§ **Data under study**:
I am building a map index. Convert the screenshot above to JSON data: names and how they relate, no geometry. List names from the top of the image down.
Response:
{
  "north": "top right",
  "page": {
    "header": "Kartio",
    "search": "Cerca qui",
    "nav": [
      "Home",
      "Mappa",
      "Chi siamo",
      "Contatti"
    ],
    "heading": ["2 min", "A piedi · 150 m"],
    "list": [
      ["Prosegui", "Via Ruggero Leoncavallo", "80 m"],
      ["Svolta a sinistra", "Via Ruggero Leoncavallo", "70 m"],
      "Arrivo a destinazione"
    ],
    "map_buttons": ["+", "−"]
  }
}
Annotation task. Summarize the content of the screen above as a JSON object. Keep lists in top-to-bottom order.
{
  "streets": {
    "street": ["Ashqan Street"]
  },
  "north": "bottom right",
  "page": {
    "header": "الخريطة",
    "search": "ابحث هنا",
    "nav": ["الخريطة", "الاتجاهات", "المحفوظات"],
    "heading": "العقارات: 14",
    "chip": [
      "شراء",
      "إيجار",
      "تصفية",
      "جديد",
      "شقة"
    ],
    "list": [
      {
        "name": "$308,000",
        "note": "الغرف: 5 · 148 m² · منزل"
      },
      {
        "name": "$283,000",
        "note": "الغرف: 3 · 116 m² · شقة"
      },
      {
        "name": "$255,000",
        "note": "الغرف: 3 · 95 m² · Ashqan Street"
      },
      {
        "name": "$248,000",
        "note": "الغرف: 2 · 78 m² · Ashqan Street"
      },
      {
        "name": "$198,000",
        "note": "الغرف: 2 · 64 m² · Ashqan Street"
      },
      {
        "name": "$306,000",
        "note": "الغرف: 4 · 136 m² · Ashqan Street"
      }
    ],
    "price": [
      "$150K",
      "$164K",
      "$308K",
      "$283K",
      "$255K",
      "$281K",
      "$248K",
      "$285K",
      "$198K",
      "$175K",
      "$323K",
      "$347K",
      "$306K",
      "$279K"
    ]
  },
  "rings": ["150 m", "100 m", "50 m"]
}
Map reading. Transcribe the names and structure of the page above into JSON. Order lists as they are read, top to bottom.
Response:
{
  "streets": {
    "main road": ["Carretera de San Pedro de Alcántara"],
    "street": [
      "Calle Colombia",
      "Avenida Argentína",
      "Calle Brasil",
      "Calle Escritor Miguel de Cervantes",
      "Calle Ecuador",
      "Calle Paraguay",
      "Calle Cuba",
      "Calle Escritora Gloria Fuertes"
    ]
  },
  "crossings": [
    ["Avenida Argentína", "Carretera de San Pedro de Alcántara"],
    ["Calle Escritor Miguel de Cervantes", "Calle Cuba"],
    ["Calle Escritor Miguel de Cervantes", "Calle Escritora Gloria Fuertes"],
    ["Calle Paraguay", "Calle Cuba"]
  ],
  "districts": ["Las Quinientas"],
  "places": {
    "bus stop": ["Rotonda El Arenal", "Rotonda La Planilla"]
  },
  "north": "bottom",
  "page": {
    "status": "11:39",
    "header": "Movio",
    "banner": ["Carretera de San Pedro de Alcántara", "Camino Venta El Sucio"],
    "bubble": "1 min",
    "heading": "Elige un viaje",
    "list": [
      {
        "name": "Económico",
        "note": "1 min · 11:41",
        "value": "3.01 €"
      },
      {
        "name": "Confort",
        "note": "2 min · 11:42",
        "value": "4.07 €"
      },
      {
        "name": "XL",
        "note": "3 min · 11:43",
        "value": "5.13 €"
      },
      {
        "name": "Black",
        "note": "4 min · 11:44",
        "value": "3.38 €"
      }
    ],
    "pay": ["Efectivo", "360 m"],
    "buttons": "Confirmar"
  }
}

§ **Your goal**: Given the data above, which lines hold the string "الغرف"? Return them.

§ **Task solution**:
        "note": "الغرف: 5 · 148 m² · منزل"
        "note": "الغرف: 3 · 116 m² · شقة"
        "note": "الغرف: 3 · 95 m² · Ashqan Street"
        "note": "الغرف: 2 · 78 m² · Ashqan Street"
        "note": "الغرف: 2 · 64 m² · Ashqan Street"
        "note": "الغرف: 4 · 136 m² · Ashqan Street"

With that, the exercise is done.